Predicted rain could hamper rescuers
Updated: 2012-09-11 03:28
By GUO ANFEI and Xu wei in Yiliang, Yunnan, and WANG XIAODONG in Beijing (Chiina Daily)
Heavy rain forecast for a mountainous earthquake-hit area in Southwest China could trigger other disasters and hamper rescue efforts, an expert warned.
"The rain may cause landslides and mudslides in an area already made vulnerable by two earthquakes and continual aftershocks," said Zhang Jianguo, director of Yunnan Earthquake Administration's Institute for Disaster Prevention.
"This could pose a danger to the survivors and add obstacles to rescuers."
According to Yunnan's Meteorological Bureau, heavy rain will hit Yiliang county, the area hit hardest by Friday's earthquakes, on Tuesday and Wednesday, with temperatures dropping by more than 10 C.
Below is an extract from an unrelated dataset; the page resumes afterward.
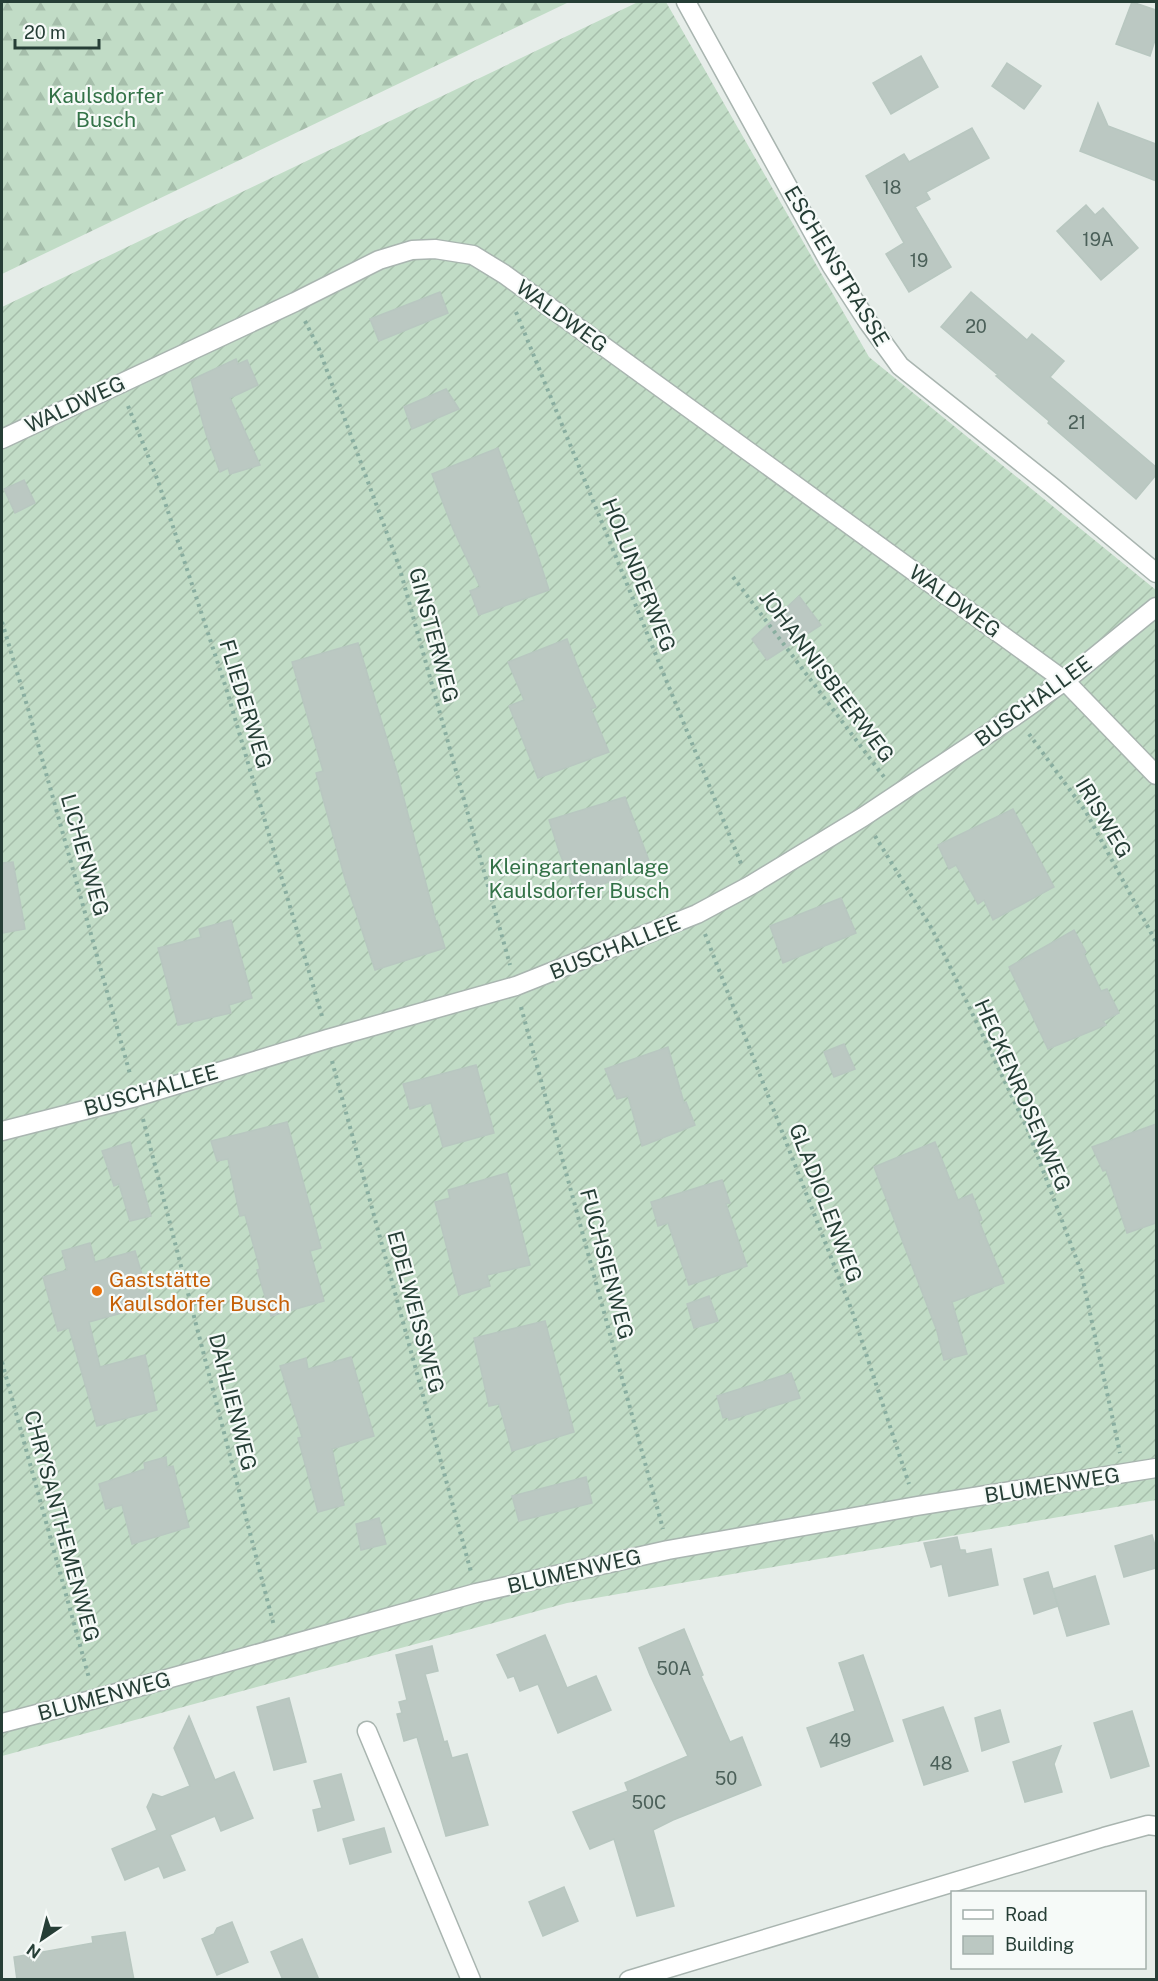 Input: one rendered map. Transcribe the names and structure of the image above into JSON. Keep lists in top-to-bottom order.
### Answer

The bureau said on its website that it sent a senior weather forecaster and three other experts to Yiliang on Monday to monitor the weather and provide other assistance.
Li Lianju, deputy director of the Yunnan Land and Resources Department, said the bureau has sent 30 experts to villages that are at risk of geological disasters to monitor and issue alarms.
The two earthquakes, with magnitudes of 5.7 and 5.6, caused 81 deaths and injured more than 800 people, affecting a total of 744,000 people in the province.
The central government has set aside 1.05 billion yuan ($160 million) for disaster relief, and more than 7,000 rescuers, including soldiers, police officers, doctors and officials, are working round-the-clock on relief efforts.
About 192,000 people affected by the earthquake have been resettled, according to the civil affairs department of Yunnan.
Several factors are behind the heavy earthquake casualties, Zhang said.
"The area features a complex landscape and high population density," he said. "The earthquakes happened within an hour of each other, and both hit the same place, causing more damage."
Continual aftershocks have also aggravated the situation.
"By 4 pm on Monday, we had detected 354 aftershocks," he said. "The area between Yunnan and Sichuan provinces is prone to earthquakes."
Even very mild aftershocks can damage the area, which is intersected by steep mountains, Zhang said.
Rocks and sand continued to fall from the mountains and roll onto the roads leading to Luozehe township, the hardest-hit area, on Monday, three days after the first quake struck.
"To make matters worse, it is very hard to find places safe enough to resettle people in this mountainous area," Zhang said. "Most people are now settled in tents near the foot of mountains, which would be vulnerable in a landslide.
"I suggest the affected people try to contact relatives in urban areas and stay there for a while. It is safer there."
Relief supplies, including more than 21,000 tents and 30,000 cotton quilts, have been delivered to the quake-hit area by the Ministry of Civil Affairs and the civil affairs department of Yunnan, the ministry said.
By Monday, Yunnan had received more than 108.81 million yuan in public donations, according to the provincial authority.
"I have been relying on instant noodles as my only food since Friday," said Yuan Guangmei, who escaped when an earthquake hit Xianji village. "Luckily, the rescuers said that as of (Monday), we can have packed meals. There was rice, pork and beans in my lunchbox, which is much better than instant noodles."
Yuan said he feels safe now, but he is still worried about where he will live in the future.
"My house is destroyed. I hope the government can help me build a new one," he said.
Yang Yiliang, another villager from Luozehe, said he grabbed only a few belongings and a quilt when he escaped from his house, and many of his possessions, including several pigs he kept, are lost. Now he is in a resettlement area, but he said he is satisfied with the conditions there.
"I heard there may be rain (on Tuesday), and the temperature will drop," he said. "But I am not worried. The government has taken care of us well after the disaster struck."